Disadvantages of Day Trading Futures
A day trader must follow the strict discipline to be successful. The temptation to make marginal trades and to overtrade is always present in futures markets. Commissions can add up very quickly with day trading. Many day traders wind up even at the end of the year, while their commission bill is enormous. For example, a trader with a $20,000 account that day trades one E-mini S&P contract, may have $5,000-$10,000 in commissions at the end of the year. The day trader would have to make a 25-50% return on trading to break-even. Most people who day trade futures are not able to earn money. A lack of preparation and discipline is usually their downfall. Day trading can be an unforgiving game. However, for those willing to do homework, develop a plan, and stick to it with discipline, it can be a profitable venture.
Best Markets for Day Trading Futures
The market of choice for many day traders is the E-mini S&P 500. It is a pure-play on the stock market. The E-mini S&P futures are electronically traded, which makes trade executions very fast and liquid. The Dow futures, E-mini Nasdaq futures, and E-mini Russell futures are also popular among futures day traders who focus on the stock market. The 10 Year T-Notes, soybeans, crude oil, Japanese yen, and Euro FX all have enough volume and daily volatility in their futures prices to be candidates for day trading. Each futures market has different characteristics, so one needs to study the markets before day trading to uncover and optimize techniques and develop a plan.

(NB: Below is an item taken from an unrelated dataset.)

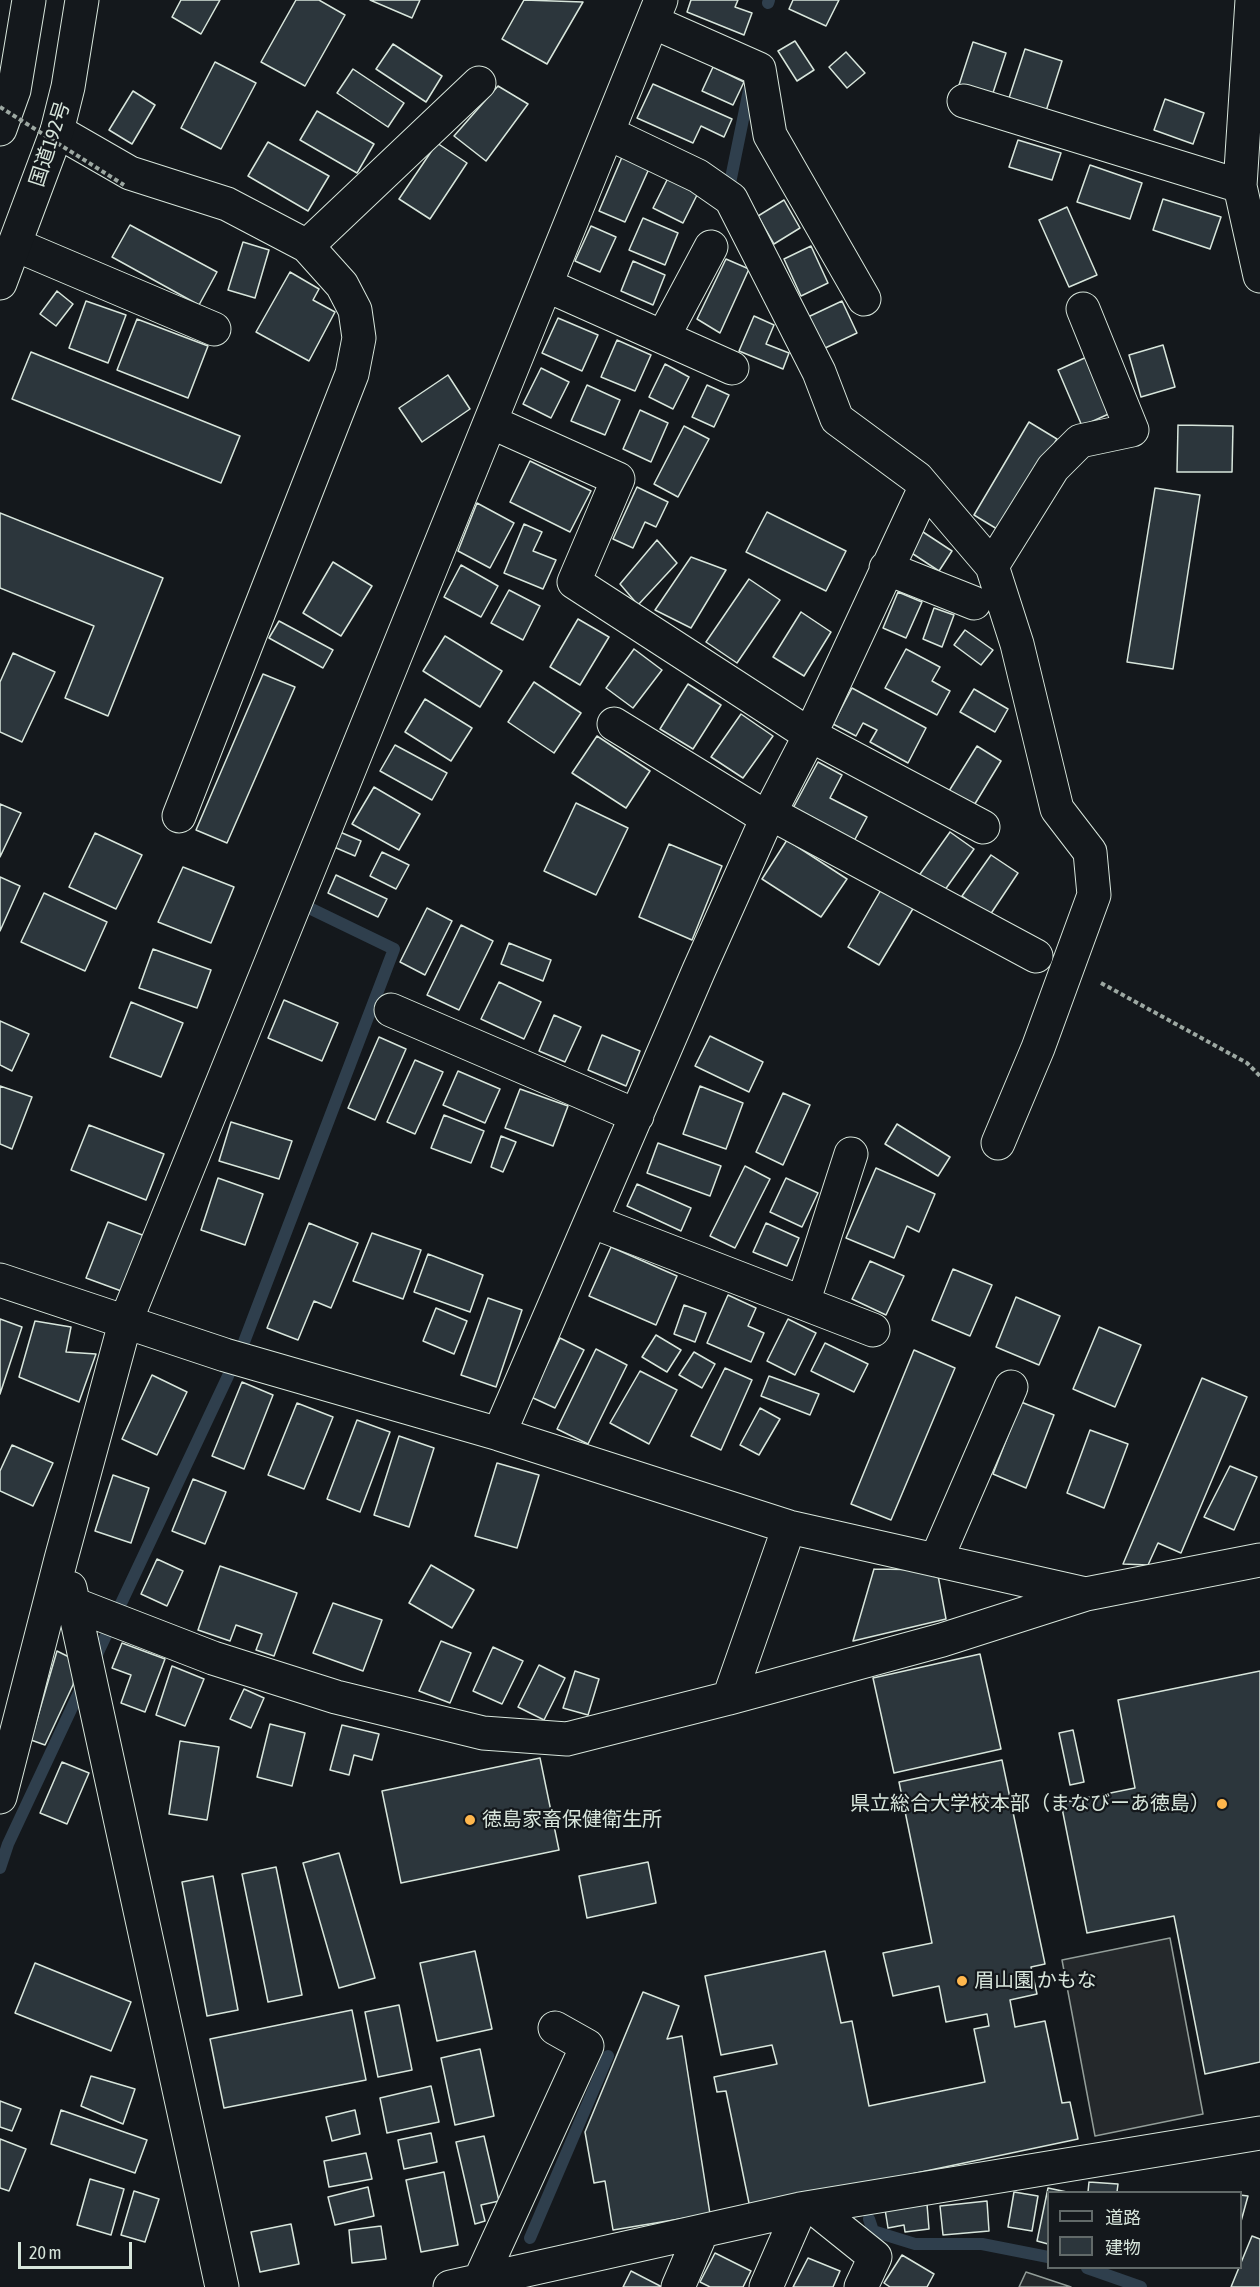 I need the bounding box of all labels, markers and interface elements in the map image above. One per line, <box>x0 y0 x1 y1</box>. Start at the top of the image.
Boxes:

Volatility Is a Major Factor for Day Traders
There are times when the benefits of short-term day trading outweigh the benefits of long-term investing. The volatility of markets tends to dictate which approach to markets is most suitable. In highly volatile, liquid, and choppy market conditions where prices move up and down in frantic fashion throughout the day, you are better off opening and closing positions within one trading day or day trading. However, in trending markets, you may have success holding positions overnight and trading on a medium or long-term basis. Longer-term trading can mean holding a long or short position overnight, a few days, weeks, or for more extended periods. Volatility tends to be a day trader’s paradise and an investor’s nightmare. However, the lack of volatility in markets can often frustrate day traders.